On the flip side, Fierlbeck said the expanded scope of some health-care providers, such as pharmacists and nurse practitioners in Nova Scotia, is viewed as increasing public access to health-care services.

“But these health-care providers do not always face the same legislated restrictions against working in the private sector that physicians do,” she said.

In Nova Scotia, physicians can work outside the public system but are not allowed to charge above the public fee schedule. Nova Scotia currently doesn’t have any physicians working outside the public system.

As provinces and territories feel the demand pressures on their health-care systems, Fierlbeck said it’s resulting in private health care becoming more available and more attractive.

“Canada’s unique federal system means that fears of privatization can also be useful in leveraging more funding from Ottawa,” she said.

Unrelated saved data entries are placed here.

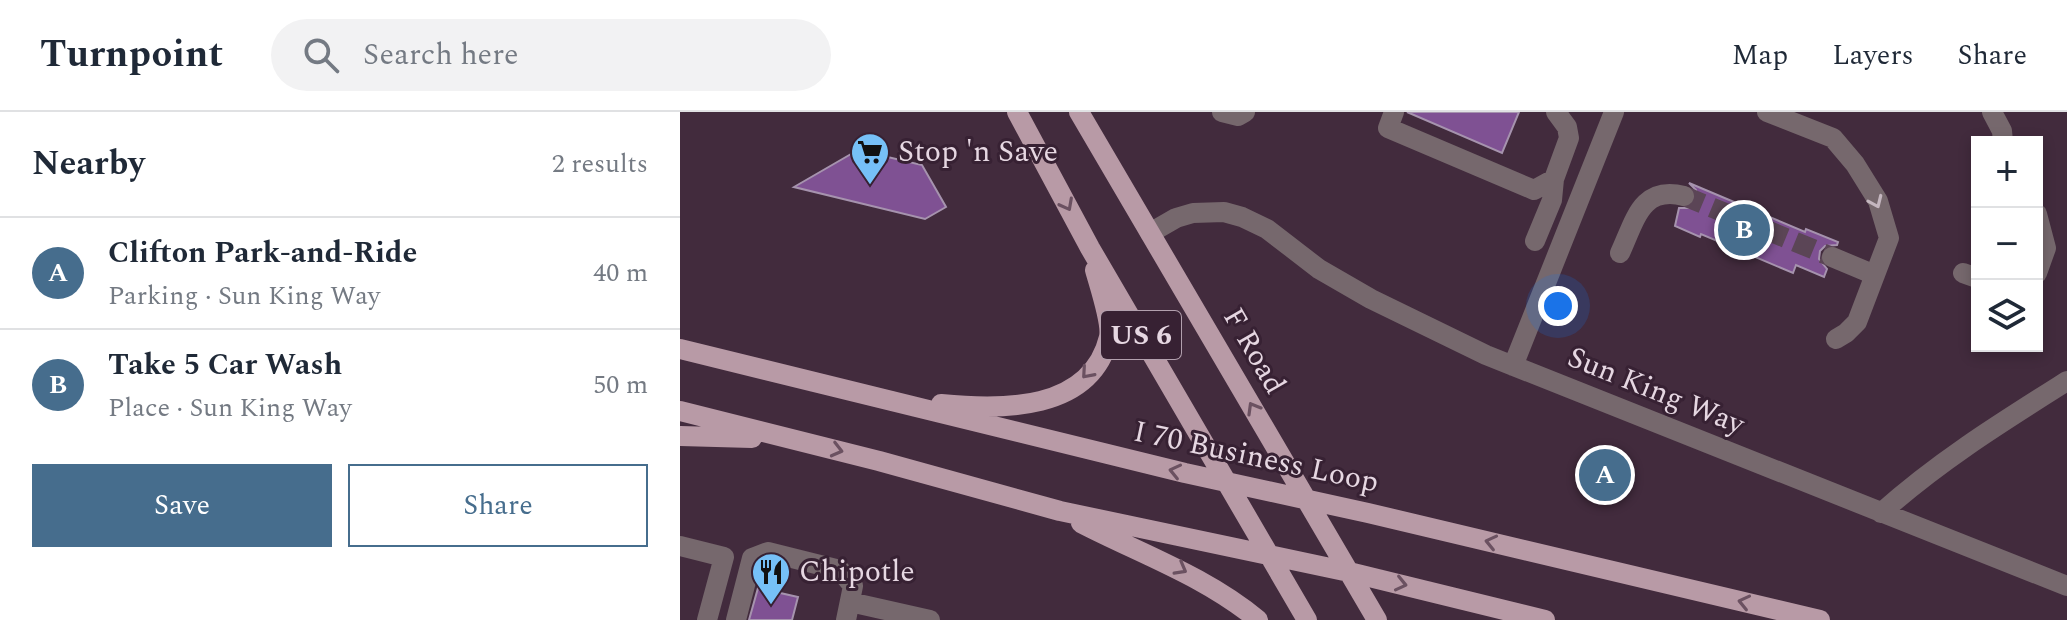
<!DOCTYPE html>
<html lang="en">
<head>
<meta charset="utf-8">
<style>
  body { margin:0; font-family:Spectral,serif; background:#f2f2f3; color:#1f2937 }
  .controls { position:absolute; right:24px; top:24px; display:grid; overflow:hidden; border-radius:0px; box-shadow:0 4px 12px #0003 }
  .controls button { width:72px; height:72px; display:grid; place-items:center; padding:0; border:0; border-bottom:2px solid #e0e1e3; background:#fff; color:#1f2937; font:40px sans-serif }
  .you { position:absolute; left:878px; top:194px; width:28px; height:28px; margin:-20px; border:6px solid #fff; border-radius:50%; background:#1a73e8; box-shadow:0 0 0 12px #1a73e833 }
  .badge { display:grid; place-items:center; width:52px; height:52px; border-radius:50%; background:#466d8d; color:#fff; font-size:26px; font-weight:700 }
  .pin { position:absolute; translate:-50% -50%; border:4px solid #fff; box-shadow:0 2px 8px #0006 }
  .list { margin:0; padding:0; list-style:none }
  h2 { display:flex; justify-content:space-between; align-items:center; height:104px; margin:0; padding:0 32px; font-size:34px }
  h2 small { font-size:26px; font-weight:400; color:#747a83 }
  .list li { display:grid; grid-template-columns:52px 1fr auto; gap:24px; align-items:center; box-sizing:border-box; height:112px; padding:0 32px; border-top:2px solid #e0e1e3 }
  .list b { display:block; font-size:30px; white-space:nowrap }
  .list p { margin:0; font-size:26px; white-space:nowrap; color:#747a83 }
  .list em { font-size:26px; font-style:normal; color:#747a83 }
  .actions { display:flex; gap:16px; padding:24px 32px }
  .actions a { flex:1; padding:18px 0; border:2px solid #466d8d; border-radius:0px; text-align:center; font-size:28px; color:#466d8d }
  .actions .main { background:#466d8d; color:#fff }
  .icon { flex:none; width:44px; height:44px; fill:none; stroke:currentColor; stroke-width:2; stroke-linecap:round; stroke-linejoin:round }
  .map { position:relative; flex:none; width:1387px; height:508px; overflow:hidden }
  header { display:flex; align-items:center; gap:48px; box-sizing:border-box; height:112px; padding:0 40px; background:#fff; border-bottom:2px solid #e0e1e3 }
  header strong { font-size:38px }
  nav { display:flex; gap:44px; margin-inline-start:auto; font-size:28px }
  .search { width:560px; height:72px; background:#f2f2f3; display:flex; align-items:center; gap:20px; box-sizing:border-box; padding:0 28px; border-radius:44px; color:#747a83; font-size:30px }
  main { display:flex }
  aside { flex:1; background:#fff }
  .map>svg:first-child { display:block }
</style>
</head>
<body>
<header>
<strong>Turnpoint</strong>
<div class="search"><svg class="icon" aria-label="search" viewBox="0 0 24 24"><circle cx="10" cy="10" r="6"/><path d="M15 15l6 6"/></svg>Search here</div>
<nav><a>Map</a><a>Layers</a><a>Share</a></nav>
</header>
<main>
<aside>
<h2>Nearby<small>2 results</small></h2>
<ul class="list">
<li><span class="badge">A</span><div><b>Clifton Park-and-Ride</b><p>Parking · Sun King Way</p></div><em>40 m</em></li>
<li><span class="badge">B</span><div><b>Take 5 Car Wash</b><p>Place · Sun King Way</p></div><em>50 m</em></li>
</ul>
<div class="actions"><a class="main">Save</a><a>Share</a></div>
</aside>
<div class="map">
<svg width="1387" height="508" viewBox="0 0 1387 508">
  <rect width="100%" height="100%" fill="#422b3d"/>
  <path fill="#7f5193" stroke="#a693ae" stroke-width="2" d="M727 0H839L822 41Z
    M178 38 242 53 266 95 245 107 114 75Z
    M1009 71 1125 120 1126 117 1158 130 1157 133 1145 134 1140 139 1139 147 1147 157 1144 165 1116 153 1113 161 1021 122 1020 125 995 114 999 96H1010L1017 87 1016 78Z
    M78 476 118 485 112 508H69Z"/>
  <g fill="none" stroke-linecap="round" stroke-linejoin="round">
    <path stroke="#5b4556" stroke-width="20" stroke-dasharray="20 10" stroke-linecap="butt" d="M1004 84 1152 145"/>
    <path stroke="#76686d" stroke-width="20" d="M542 0 558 4 565 0
      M714 0 708 16 854 78 874 67
      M1087 0 1153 26 1175 52 1198 89 1209 126 1177 210 1166 221 1156 227
      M1312 0 1322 19 1323 30
      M1357 102 1366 136 1357 161
      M470 121 496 106 513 101 544 100 562 105 587 117 639 157 691 187 806 243 1387 474
      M855 129 872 88 874 67 889 26 887 15 876 0
      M940 141C955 109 961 73 1004 84
      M1152 145 1195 163
      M1283 161 1297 166
      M833 254 934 0
      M1201 401C1259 349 1322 310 1387 269
      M0 434 44 445 27 508
      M170 490 250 508
      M56 508 72 446 88 440 160 458 173 474 166 508"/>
    <path stroke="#b89aa6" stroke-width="20" d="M337 0 410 136 627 508
      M399 0 697 508
      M0 237 505 361 688 401 1140 508
      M261 292C321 298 411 300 429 225 432 211 419 173 415 158
      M0 299 199 349 380 399 669 460 865 508
      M0 324 72 326
      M401 411C461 442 525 464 578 508"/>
  </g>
  <defs><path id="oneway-chevron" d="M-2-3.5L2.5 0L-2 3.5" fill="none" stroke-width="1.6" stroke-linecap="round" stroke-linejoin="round" transform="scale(2)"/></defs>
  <use stroke="#c4b6bf" href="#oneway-chevron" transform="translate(1196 90) rotate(66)"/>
  <g stroke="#6b5161">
    <use href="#oneway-chevron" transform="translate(387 93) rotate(62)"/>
    <use href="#oneway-chevron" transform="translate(407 261) rotate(131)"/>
    <use href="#oneway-chevron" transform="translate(573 296) rotate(-120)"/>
    <use href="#oneway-chevron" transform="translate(157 338) rotate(14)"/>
    <use href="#oneway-chevron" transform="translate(495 359) rotate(-167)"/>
    <use href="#oneway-chevron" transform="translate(811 430) rotate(-167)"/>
    <use href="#oneway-chevron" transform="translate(501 457) rotate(29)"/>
    <use href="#oneway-chevron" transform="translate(721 472) rotate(13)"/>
    <use href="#oneway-chevron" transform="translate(1064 490) rotate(-167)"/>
  </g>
  <defs>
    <g id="supermarket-pin" transform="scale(2)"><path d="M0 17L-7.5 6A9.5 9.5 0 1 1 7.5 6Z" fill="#76c0f7" stroke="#372133"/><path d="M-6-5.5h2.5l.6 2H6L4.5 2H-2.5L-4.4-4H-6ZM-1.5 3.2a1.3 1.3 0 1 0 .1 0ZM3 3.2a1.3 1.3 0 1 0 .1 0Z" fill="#111"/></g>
    <g id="restaurant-pin" transform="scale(2)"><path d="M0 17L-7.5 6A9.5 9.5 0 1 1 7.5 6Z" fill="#76c0f7" stroke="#372133"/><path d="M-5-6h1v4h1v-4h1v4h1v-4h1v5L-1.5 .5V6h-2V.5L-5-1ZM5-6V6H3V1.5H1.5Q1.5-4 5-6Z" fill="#111"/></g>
  </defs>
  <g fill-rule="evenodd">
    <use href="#supermarket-pin" x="190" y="40"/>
    <use href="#restaurant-pin" x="91" y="460"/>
  </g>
  <g text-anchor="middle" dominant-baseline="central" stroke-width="6" stroke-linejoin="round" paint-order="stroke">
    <rect fill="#372133" stroke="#b2a0ae" stroke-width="2" x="421" y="199" width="80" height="48" rx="6"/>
    <g font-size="28" font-weight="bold" fill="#e6d7e2">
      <text x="461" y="223">US 6</text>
    </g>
    <g font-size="30" fill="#e6d7e2" stroke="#372133" text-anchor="start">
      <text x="218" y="40">Stop 'n Save</text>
      <text x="119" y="460">Chipotle</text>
    </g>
    <g font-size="30" fill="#e6d7e2" stroke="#372133">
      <text transform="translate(574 239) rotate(60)">F Road</text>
      <text transform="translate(976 279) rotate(22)">Sun King Way</text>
      <text transform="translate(576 345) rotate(12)">I 70 Business Loop</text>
    </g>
  </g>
</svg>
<div class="controls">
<button>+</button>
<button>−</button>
<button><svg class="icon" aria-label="layers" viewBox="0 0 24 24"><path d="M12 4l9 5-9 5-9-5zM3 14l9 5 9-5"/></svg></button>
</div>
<div class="you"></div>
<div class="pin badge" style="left:925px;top:363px">A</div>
<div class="pin badge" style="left:1064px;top:118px">B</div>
</div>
</main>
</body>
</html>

“Rather paradoxically, provinces have an incentive not to contain the growth of private health care within their borders in order to make the case that more public funding is necessary.”

However, she cautioned that Ottawa could demand provinces “cleave to the spirit” of the Canada Health Act.

But Fierlbeck says “the legal intricacies that exist in the nexus of provincial legislation and the CHA will always remain secondary to the wider political opposition to, or support for, private health care.”